Gary, our little energizer bunny will nodd off sitting up too. I agree, he dones't want to miss anything. He will flop over and stretch out if I'm home sick sleeping, but if I'm doing stuff he doens't want to go to sleep, he would rather "help". Becky, his bunwife, just goes to sleep even if I am puttering around the room.


----------



## BunMommaD (Mar 18, 2012)

That makes me feel better brandy! He seemed very thin and didn't have much food available at all at the place we got him from... So maybe he is 18 months but just wasn't fed properly before! I'm anxious to see how much he weighs when he goes back to the vet in 2weeks.


----------



## Nancy McClelland (Mar 18, 2012)

Ted was our sleeping champ. He slept about 20 hours a day, but he was an extremely old bunny when we got him.


----------



## mrbunny (Mar 19, 2012)

Perhaps it takes time? All my buns are rescues, and for Missypants, she used to do what Cookie does. Try to sit with you and stay up, but her head would droop down ever so often. It's quite a sight. 

She's also the most skittish of my buns. She wasn't keen on flopovers initially and I don't think I saw her first binky until 3-4 months. Now she does binkies on a schedule of at least twice a day. 

So, don't worry that Cookie isn't uncomfortable. Give it some time. And eventually he'll be the biggest binky monster you have ever seen. I'm sure he's very happy with you guys. After all, you guys found him abandoned [right?]. He's just a little guy trying to make sure he isn't going to get his heart broken again.

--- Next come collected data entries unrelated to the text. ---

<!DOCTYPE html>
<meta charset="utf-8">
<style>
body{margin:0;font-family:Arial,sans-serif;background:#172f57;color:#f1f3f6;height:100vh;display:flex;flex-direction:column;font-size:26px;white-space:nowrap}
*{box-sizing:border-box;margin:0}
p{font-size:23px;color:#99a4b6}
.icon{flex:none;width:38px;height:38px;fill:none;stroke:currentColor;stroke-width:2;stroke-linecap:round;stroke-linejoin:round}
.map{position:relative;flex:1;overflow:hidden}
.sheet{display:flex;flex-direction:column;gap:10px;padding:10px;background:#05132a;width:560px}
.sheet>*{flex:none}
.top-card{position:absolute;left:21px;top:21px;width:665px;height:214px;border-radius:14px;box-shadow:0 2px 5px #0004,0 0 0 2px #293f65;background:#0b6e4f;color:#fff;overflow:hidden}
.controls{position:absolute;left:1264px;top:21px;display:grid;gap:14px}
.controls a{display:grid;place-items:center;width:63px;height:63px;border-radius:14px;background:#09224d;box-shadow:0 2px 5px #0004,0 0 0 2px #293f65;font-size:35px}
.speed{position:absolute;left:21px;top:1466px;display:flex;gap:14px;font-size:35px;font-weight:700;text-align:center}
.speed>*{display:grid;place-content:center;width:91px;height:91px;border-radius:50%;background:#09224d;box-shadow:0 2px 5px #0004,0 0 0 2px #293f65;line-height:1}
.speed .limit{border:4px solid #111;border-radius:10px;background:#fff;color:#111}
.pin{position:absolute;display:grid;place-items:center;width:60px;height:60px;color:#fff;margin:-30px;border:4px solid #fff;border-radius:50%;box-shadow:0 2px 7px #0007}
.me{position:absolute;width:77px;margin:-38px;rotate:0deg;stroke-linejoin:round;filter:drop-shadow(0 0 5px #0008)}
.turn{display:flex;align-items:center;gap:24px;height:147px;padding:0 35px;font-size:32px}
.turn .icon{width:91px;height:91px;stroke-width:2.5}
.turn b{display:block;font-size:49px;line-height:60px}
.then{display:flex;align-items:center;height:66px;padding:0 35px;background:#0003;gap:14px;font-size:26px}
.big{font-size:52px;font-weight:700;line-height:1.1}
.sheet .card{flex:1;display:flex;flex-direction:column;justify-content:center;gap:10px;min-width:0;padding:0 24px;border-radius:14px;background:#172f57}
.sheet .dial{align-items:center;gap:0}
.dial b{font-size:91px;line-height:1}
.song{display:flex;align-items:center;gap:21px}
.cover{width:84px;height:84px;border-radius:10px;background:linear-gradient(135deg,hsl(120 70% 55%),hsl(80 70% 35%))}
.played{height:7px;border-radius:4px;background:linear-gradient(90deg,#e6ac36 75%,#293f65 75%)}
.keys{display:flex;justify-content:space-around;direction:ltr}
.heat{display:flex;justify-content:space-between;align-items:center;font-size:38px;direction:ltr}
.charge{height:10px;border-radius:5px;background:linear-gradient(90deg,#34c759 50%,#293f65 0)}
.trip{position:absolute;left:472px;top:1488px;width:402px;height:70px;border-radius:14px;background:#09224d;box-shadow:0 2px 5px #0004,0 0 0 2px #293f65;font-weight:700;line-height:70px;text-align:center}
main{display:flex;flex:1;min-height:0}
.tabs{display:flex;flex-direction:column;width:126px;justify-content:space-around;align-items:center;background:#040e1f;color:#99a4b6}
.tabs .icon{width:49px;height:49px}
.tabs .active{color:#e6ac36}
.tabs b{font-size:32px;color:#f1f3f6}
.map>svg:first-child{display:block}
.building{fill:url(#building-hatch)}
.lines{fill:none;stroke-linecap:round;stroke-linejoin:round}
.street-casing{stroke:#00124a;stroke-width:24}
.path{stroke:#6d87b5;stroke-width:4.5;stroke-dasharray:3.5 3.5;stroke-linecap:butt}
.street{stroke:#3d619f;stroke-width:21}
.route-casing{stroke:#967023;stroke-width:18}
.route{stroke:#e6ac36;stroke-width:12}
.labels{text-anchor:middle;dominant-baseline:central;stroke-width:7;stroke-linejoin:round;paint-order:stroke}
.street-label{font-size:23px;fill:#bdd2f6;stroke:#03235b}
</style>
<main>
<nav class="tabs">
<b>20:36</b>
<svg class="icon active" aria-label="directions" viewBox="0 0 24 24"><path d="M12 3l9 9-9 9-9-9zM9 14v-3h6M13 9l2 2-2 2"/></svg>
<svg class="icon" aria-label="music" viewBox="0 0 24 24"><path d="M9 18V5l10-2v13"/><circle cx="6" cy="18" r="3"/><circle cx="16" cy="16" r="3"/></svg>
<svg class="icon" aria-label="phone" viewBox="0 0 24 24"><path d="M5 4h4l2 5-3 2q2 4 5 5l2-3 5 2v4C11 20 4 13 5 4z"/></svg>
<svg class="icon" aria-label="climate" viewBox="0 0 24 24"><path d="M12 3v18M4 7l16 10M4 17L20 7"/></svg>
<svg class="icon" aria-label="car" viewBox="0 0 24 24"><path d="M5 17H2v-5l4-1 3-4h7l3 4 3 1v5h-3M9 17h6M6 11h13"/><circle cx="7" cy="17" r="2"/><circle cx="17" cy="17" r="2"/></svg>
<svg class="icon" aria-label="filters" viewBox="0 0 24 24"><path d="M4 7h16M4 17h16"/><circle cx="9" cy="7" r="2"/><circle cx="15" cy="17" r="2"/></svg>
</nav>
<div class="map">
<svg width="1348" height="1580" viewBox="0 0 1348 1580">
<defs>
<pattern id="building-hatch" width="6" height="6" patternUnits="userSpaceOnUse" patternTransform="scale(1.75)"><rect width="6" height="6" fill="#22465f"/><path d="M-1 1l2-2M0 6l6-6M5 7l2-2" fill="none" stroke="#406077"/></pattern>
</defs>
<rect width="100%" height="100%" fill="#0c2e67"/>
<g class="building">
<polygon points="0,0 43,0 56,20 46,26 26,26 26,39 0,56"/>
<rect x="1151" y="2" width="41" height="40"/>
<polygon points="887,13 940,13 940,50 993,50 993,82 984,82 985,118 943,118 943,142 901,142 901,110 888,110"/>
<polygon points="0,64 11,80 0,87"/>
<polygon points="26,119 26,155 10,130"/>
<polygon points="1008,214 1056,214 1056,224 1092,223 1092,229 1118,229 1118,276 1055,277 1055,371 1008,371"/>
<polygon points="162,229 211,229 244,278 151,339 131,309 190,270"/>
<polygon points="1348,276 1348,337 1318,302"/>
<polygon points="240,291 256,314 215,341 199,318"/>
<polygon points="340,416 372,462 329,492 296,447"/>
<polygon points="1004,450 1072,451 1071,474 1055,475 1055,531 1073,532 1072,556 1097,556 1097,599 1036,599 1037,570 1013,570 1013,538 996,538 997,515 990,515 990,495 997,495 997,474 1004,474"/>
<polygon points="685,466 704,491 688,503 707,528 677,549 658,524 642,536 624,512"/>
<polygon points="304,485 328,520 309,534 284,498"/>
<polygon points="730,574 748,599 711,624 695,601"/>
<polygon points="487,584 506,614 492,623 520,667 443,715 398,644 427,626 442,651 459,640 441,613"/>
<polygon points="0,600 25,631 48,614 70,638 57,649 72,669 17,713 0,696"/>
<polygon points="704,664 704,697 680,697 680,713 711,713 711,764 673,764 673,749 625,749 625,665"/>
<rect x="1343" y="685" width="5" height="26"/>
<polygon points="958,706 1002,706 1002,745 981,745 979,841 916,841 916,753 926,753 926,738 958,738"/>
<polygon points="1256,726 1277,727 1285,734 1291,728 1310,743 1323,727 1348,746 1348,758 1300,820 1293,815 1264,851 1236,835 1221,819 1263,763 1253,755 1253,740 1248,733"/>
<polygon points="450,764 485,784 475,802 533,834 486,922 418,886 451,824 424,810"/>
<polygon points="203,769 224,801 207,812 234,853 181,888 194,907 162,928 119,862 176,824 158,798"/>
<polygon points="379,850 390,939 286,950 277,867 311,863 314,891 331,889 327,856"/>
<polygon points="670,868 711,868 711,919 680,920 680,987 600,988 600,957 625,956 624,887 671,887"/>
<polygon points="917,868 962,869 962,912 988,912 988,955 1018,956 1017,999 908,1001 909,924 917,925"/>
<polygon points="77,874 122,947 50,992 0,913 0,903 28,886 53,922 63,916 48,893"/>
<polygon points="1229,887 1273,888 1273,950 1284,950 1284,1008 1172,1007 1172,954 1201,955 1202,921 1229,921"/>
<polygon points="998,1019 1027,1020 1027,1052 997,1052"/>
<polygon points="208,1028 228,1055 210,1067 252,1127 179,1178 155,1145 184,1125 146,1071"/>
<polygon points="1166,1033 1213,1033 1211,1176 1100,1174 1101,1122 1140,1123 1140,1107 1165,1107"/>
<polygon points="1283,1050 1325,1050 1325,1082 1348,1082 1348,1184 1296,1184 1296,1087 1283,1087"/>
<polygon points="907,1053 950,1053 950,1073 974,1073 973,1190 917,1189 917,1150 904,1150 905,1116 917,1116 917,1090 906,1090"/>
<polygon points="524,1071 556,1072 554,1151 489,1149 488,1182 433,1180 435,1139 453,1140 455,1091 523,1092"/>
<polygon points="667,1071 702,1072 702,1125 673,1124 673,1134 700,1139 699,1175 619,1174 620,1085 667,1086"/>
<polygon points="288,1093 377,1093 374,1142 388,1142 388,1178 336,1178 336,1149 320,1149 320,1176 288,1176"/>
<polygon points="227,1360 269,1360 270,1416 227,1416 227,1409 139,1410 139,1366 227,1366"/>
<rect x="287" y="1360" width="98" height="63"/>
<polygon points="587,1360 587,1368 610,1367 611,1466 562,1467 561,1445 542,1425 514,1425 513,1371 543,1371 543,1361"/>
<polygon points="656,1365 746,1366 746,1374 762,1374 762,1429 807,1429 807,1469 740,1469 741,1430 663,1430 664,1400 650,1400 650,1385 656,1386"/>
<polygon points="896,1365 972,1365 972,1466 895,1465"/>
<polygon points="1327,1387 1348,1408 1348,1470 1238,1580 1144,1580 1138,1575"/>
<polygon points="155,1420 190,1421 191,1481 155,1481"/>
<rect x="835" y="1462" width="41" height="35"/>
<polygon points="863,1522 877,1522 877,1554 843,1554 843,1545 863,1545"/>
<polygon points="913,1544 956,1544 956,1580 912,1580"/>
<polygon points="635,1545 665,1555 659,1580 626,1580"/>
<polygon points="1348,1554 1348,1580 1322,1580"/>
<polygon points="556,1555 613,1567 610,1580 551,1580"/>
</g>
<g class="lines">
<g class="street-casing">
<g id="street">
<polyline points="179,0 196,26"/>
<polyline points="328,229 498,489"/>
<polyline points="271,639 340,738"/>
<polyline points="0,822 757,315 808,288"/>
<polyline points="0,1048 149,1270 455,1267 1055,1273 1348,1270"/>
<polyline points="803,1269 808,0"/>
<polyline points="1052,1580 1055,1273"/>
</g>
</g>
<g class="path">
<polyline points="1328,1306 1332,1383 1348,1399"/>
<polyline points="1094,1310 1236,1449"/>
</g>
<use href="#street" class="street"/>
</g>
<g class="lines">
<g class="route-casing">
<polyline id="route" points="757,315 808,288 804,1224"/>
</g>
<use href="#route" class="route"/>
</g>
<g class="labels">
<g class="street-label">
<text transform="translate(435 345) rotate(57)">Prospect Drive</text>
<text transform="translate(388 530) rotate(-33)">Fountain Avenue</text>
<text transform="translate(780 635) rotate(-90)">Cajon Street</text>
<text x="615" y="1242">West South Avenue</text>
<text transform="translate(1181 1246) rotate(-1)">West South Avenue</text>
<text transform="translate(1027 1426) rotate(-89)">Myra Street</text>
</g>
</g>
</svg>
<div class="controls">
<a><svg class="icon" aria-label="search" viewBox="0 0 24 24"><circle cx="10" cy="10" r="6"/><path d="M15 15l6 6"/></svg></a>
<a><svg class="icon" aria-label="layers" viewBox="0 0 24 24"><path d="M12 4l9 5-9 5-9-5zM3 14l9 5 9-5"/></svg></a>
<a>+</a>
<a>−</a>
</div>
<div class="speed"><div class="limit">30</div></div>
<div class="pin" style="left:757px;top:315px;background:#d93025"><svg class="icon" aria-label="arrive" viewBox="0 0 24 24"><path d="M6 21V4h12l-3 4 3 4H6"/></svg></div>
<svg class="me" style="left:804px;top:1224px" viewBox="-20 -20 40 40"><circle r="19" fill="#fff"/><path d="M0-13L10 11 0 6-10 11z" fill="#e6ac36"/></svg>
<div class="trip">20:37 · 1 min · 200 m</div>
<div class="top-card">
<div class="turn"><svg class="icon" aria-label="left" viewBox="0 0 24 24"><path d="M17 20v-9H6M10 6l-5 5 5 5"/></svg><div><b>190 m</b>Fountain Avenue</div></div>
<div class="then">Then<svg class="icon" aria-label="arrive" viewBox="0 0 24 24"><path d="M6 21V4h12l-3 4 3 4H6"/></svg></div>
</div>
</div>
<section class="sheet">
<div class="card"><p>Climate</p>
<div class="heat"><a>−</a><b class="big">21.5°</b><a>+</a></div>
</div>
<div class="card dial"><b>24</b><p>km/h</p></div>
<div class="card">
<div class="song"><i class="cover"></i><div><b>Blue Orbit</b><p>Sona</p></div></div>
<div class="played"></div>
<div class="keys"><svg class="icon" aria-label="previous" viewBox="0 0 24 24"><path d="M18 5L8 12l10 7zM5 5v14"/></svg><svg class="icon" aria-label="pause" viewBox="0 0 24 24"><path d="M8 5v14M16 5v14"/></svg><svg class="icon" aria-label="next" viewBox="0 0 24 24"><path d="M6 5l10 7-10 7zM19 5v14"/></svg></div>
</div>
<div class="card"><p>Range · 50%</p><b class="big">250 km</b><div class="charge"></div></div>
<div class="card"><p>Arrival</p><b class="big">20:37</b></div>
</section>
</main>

And when he finds his girlfriend, he'll be doubly happy!


----------



## BunMommaD (Mar 19, 2012)

mrbunny wrote:


> Perhaps it takes time? All my buns are rescues, and for Missypants, she used to do what Cookie does. Try to sit with you and stay up, but her head would droop down ever so often. It's quite a sight.
> 
> She's also the most skittish of my buns. She wasn't keen on flopovers initially and I don't think I saw her first binky until 3-4 months. Now she does binkies on a schedule of at least twice a day.
> 
> ...



Oh he binkys constantly! And seems very sure of himself, except for flopping... He will stretch out and the dogs will bark and run around and he won't even move or act concerned at all...I'm thinking he is just way to curious to what's going on... Doesn't wanna sleep, cuz then he might miss something.

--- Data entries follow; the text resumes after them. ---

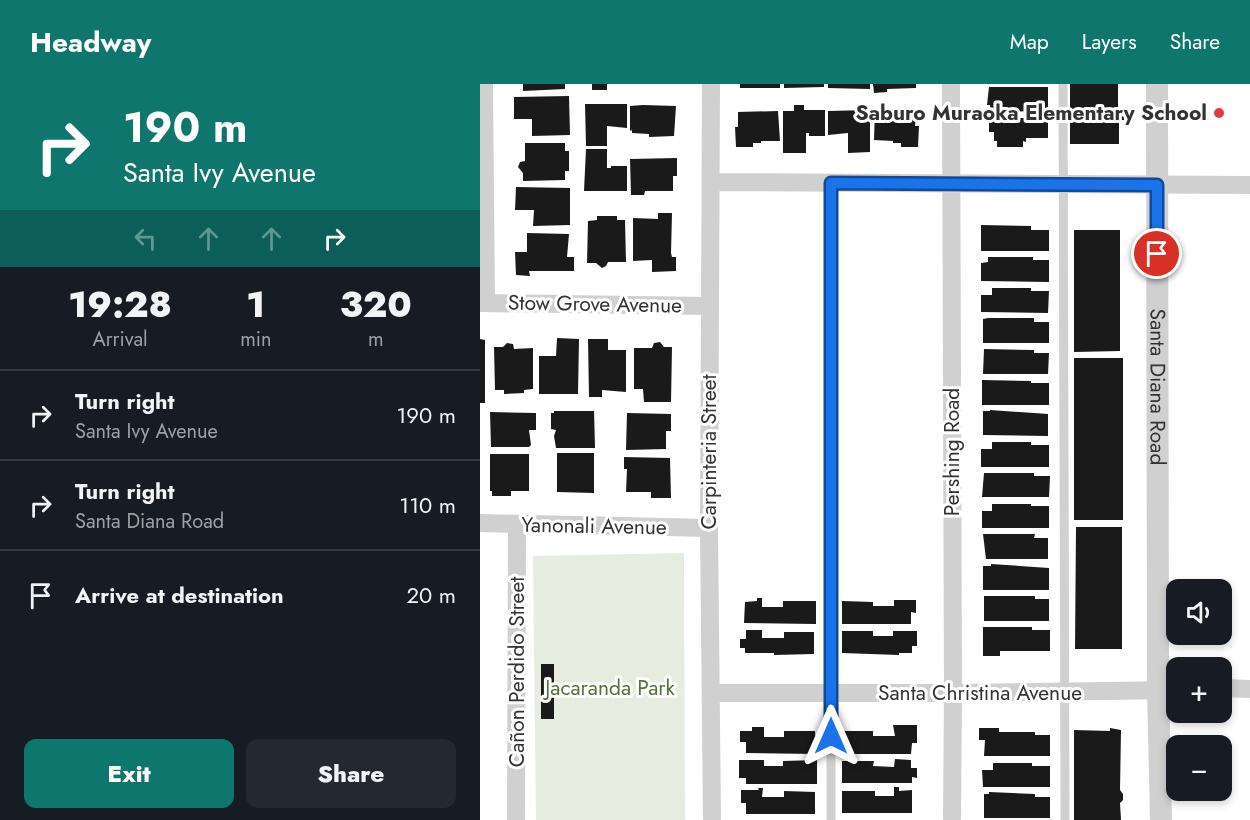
<!DOCTYPE html>
<html lang="en">
<head>
<meta charset="utf-8">
<style>
  body { margin:0; font-family:Jost,sans-serif; background:#242831; color:#f1f3f6; height:100vh; display:flex; flex-direction:column; font-size:22px; white-space:nowrap }
  * { box-sizing:border-box; margin:0 }
  p { font-size:20px; color:#9ea1a6 }
  .icon { flex:none; width:33px; height:33px; fill:none; stroke:currentColor; stroke-width:2; stroke-linecap:round; stroke-linejoin:round }
  .map { position:relative; flex:1; overflow:hidden }
  .drawer { display:flex; flex-direction:column; background:#171b24; width:480px }
  .drawer>* { flex:none }
  .guide { background:#0f766e; color:#fff; overflow:hidden }
  .tools { position:absolute; left:686px; top:495px; display:grid; gap:12px }
  .tools a { display:grid; place-items:center; width:66px; height:66px; border-radius:12px; background:#171b24; box-shadow:0 3px 9px #0003; font-size:30px }
  .pin { position:absolute; display:grid; place-items:center; width:51px; height:51px; color:#fff; margin:-26px; border:3px solid #fff; border-radius:50%; box-shadow:0 2px 6px #0007 }
  .me { position:absolute; width:66px; margin:-33px; rotate:0deg; stroke-linejoin:round; filter:drop-shadow(0 0 4px #0008) }
  .turn { display:flex; align-items:center; gap:21px; height:126px; padding:0 24px; font-size:27px }
  .turn .icon { width:78px; height:78px; stroke-width:2.5 }
  .turn b { display:block; font-size:42px; line-height:51px }
  .lanes { display:flex; align-items:center; height:57px; padding:0 24px; background:#0003; justify-content:center; gap:30px; direction:ltr }
  .lanes .off { opacity:.35 }
  .eta { display:flex; justify-content:space-evenly; align-items:center; height:102px; text-align:center }
  .eta b { font-size:36px; font-weight:800; line-height:42px }
  .cta { display:flex; gap:12px; margin-top:auto; padding:12px 24px }
  .cta a { flex:1; height:69px; border-radius:12px; background:#0f766e; color:#fff; font-size:24px; font-weight:800; line-height:69px; text-align:center }
  .cta a+a { background:#242831; color:#f1f3f6 }
  ul { padding:0; list-style:none }
  li { display:flex; align-items:center; gap:18px; height:90px; padding:0 24px; border-top:2px solid #363941 }
  li div { flex:1 }
  li b { display:block; font-size:22px }
  li em { font-style:normal }
  header { display:flex; align-items:center; gap:36px; box-sizing:border-box; height:84px; padding:0 30px; background:#0f766e; color:#fff }
  header strong { font-size:28px }
  nav { display:flex; gap:33px; margin-inline-start:auto; font-size:21px }
  main { display:flex; flex:1; min-height:0 }
  .map>svg:first-child { display:block }
  .green { fill:#e6ecdf }
  .building { fill:#1a1a1a }
  .lines { fill:none; stroke-linecap:round; stroke-linejoin:round }
  .service { stroke:#d0d0d0; stroke-width:9 }
  .minor { stroke:#d0d0d0; stroke-width:18 }
  .tertiary { stroke:#d0d0d0; stroke-width:22 }
  .route-casing { stroke:#114b97; stroke-width:15 }
  .route { stroke:#1a73e8; stroke-width:10 }
  .poi-dot { fill:#e63946; stroke:#fff; stroke-width:2 }
  .labels { text-anchor:middle; dominant-baseline:central; stroke-width:6; stroke-linejoin:round; paint-order:stroke }
  .poi-label { font-size:21px; font-weight:bold; fill:#333; stroke:#fff; text-anchor:end }
  .street-label { font-size:21px; fill:#333; stroke:#fff }
  .park-label { font-size:21px; fill:#56703f; stroke:#fff }
</style>
</head>
<body>
<header>
<strong>Headway</strong>
<nav><a>Map</a><a>Layers</a><a>Share</a></nav>
</header>
<main>
<section class="drawer">
<div class="guide">
<div class="turn"><svg class="icon" aria-label="right" viewBox="0 0 24 24"><path d="M7 20v-9h11M14 6l5 5-5 5"/></svg><div><b>190 m</b>Santa Ivy Avenue</div></div>
<div class="lanes"><svg class="icon off" aria-label="left" viewBox="0 0 24 24"><path d="M17 20v-9H6M10 6l-5 5 5 5"/></svg><svg class="icon off" aria-label="ahead" viewBox="0 0 24 24"><path d="M12 20V5M6 11l6-6 6 6"/></svg><svg class="icon off" aria-label="ahead" viewBox="0 0 24 24"><path d="M12 20V5M6 11l6-6 6 6"/></svg><svg class="icon" aria-label="right" viewBox="0 0 24 24"><path d="M7 20v-9h11M14 6l5 5-5 5"/></svg></div>
</div>
<div class="eta">
<div><b>19:28</b><p>Arrival</p></div>
<div><b>1</b><p>min</p></div>
<div><b>320</b><p>m</p></div>
</div>
<ul>
<li><svg class="icon" aria-label="right" viewBox="0 0 24 24"><path d="M7 20v-9h11M14 6l5 5-5 5"/></svg><div><b>Turn right</b><p>Santa Ivy Avenue</p></div><em>190 m</em></li>
<li><svg class="icon" aria-label="right" viewBox="0 0 24 24"><path d="M7 20v-9h11M14 6l5 5-5 5"/></svg><div><b>Turn right</b><p>Santa Diana Road</p></div><em>110 m</em></li>
<li><svg class="icon" aria-label="arrive" viewBox="0 0 24 24"><path d="M6 21V4h12l-3 4 3 4H6"/></svg><div><b>Arrive at destination</b></div><em>20 m</em></li>
</ul>
<div class="cta"><a>Exit</a><a>Share</a></div>
</section>
<div class="map">
<svg width="770" height="736" viewBox="0 0 770 736">
  <rect width="100%" height="100%" fill="#fff"/>
  <path class="green" d="M204 469 205 736H56L53 472Z"/>
  <path class="building" d="M43 0H85V5L43 7Z
    M112 0H127V6H112Z
    M260 0H300V4H260Z
    M304 0H344V3L304 4Z
    M348 0H390V5L348 4Z
    M393 0H436V4L407 5V8L394 9Z
    M590 0H638V24H645L644 36H639V60H590Z
    M509 3H568V24L549 25V27L510 29V21H507Z
    M89 12 90 51 52 52V35H34V13Z
    M105 20H147V44L127 42V62H106Z
    M163 21 196 22 194 52 169 53V50L152 49V46L150 47V22Z
    M314 21H324V26H345V52H329V49H326V69H303V27H314Z
    M395 24H406V27L436 28 435 42H439L438 63H421V59H413V57L394 56Z
    M390 26V68L368 69V49L348 51V27Z
    M298 27 300 57H281V59H273V63H256L255 43H258V28Z
    M509 34H568V54H546V58L543 57V63H517V57H514V48H509Z
    M45 59H85V67H89V87H85V96L43 97V89L38 83 40 78 45 77Z
    M106 65H127V84H131V82H147V107H104Z
    M197 74V92H193V107H165L164 111H151L150 75Z
    M36 103 90 104V141L53 142 54 126H35Z
    M178 129H192L191 169 192 173H196V187L172 188V176L153 177V134L178 135Z
    M117 132H137V136H145L146 178H128L126 182 122 184 116 179H107L108 137 117 136Z
    M501 141 551 142V146H569V167H501Z
    M594 146H640V267L594 268Z
    M47 149 89 150 87 173H94V187H49L50 192 36 191 35 168H47Z
    M508 173H553V176H569V198L501 197V179L508 178Z
    M512 204H551V207H569L568 229 501 228V211H512Z
    M508 234H554V238H569V259H503V235Z
    M77 254 99 255 98 310H59V272H76Z
    M0 255 5 256V319H0Z
    M108 255H128V266H146V308L122 306V313H109Z
    M180 258 184 263H192L191 318H164L163 305H154V264H172L174 259Z
    M27 259 33 260 34 265 53 264V305L44 306V309L24 310V306H15L14 263H23Z
    M504 265 554 266V269H569L568 290H503Z
    M594 274H643V436H594Z
    M502 296 551 297V299H569V321H502Z
    M510 326 568 330V352L503 351V327H510Z
    M74 327H114L115 364H76L74 352 76 346 71 345V329H74Z
    M10 328 56 329V346H49L51 361 49 363H11Z
    M147 329 191 330V347H186V365L146 366Z
    M512 358H551V361H569V383H501V365H512Z
    M77 369H114V409L77 408Z
    M10 370H49V407H31V412H12V407H10Z
    M144 373 190 374 191 414H171V408H146L147 385H144Z
    M504 389H554V392H570L569 413H502Z
    M512 420H551V422H569V444H502V427H512Z
    M596 443H642V565H595Z
    M503 450H555L554 454H568V475H506Z
    M511 480 569 484V506H503V482H511Z
    M504 512H555V515H569V537H504Z
    M277 514H282V523H303V517H336V540L264 539 265 518 277 517Z
    M414 516H436V529L431 528V540H362V517L393 518V522H414Z
    M503 543H552V546H570V567H520V572H503Z
    M266 546H282V554H304V548H334V570L294 571V569H265V564H260V555H266Z
    M362 547H393V552H413V547H437V562H432V569H419V571L362 569Z
    M61 580H74V635H61Z
    M413 641H437V659H432L431 670H362V647H393V652H415Z
    M272 643H284V653H304V647H335L336 670 266 669V658H260V647H272Z
    M499 644H519V648H555V651H570V672H504L505 656H499Z
    M630 644 641 646 640 706 643 710V716L640 719 641 736H594V646L630 647Z
    M415 675 431 676V684H437V694L432 693V699H362V677H394L393 682 414 683Z
    M259 676H284V682H303V677L337 676V700H266V694H259Z
    M513 679H552V682H570V703H503L502 686H513Z
    M414 703H419V707L432 706V729H362V707H395V712H414Z
    M278 704H283L282 713H304V707L335 708V730H266V719H261V706H279Z
    M509 708 555 710V713H570V734H504V710H509Z"/>
  <g class="lines">
    <path class="service" d="M583 0 585 736
      M351 736V99"/>
    <path class="minor" d="M4 0 6 219
      M231 0 229 444 232 736
      M471 0 473 609 472 736
      M231 98 770 101
      M0 219 230 222
      M0 439 229 444
      M741 604 770 605
      M231 609H473L696 606
      M36 736 37 440"/>
    <path class="tertiary" id="s1" d="M677 0 678 607 681 736"/>
  </g>
  <g class="lines">
    <g class="route-casing">
      <path id="route" d="M351 652V99L677 101V170"/>
    </g>
    <use href="#route" class="route"/>
  </g>
  <circle class="poi-dot" cx="739" cy="29" r="6"/>
  <g class="labels">
    <g class="poi-label">
      <text x="727" y="29">Saburo Muraoka Elementary School</text>
    </g>
    <g class="street-label">
      <text transform="translate(115 220) rotate(1)">Stow Grove Avenue</text>
      <text stroke="none"><textPath href="#s1" startOffset="303">Santa Diana Road</textPath></text>
      <text transform="translate(229 368) rotate(-90)">Carpinteria Street</text>
      <text transform="translate(472 368) rotate(-90)">Pershing Road</text>
      <text transform="translate(114 442) rotate(1)">Yanonali Avenue</text>
      <text transform="translate(37 588) rotate(-90)">Cañon Perdido Street</text>
      <text x="500" y="609">Santa Christina Avenue</text>
    </g>
    <g class="park-label">
      <text x="130" y="604">Jacaranda Park</text>
    </g>
  </g>
</svg>
<div class="tools">
<a><svg class="icon" aria-label="sound" viewBox="0 0 24 24"><path d="M4 9h4l5-4v14l-5-4H4zM17 9q2 3 0 6"/></svg></a>
<a>+</a>
<a>−</a>
</div>
<div class="pin" style="left:677px;top:170px;background:#d93025"><svg class="icon" aria-label="arrive" viewBox="0 0 24 24"><path d="M6 21V4h12l-3 4 3 4H6"/></svg></div>
<svg class="me" style="left:351px;top:652px" viewBox="-20 -20 40 40"><path d="M0-17L14 15 0 8-14 15z" fill="#1a73e8" stroke="#fff" stroke-width="4"/></svg>
</div>
</main>
</body>
</html>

And yes! I hope that he will be more comfortable and happy when we find him a wifey


----------



## PapaJoe (Apr 3, 2012)

I have not yet seen my bunnies sleep. While sprawled out, I will see their eyes half closed. However, I never see them lay down, eyes shut and sleeping. They are about 9 - 10 weeks old. They respond to any noise, so even if they are sleeping, they will wake up when they hear me.


----------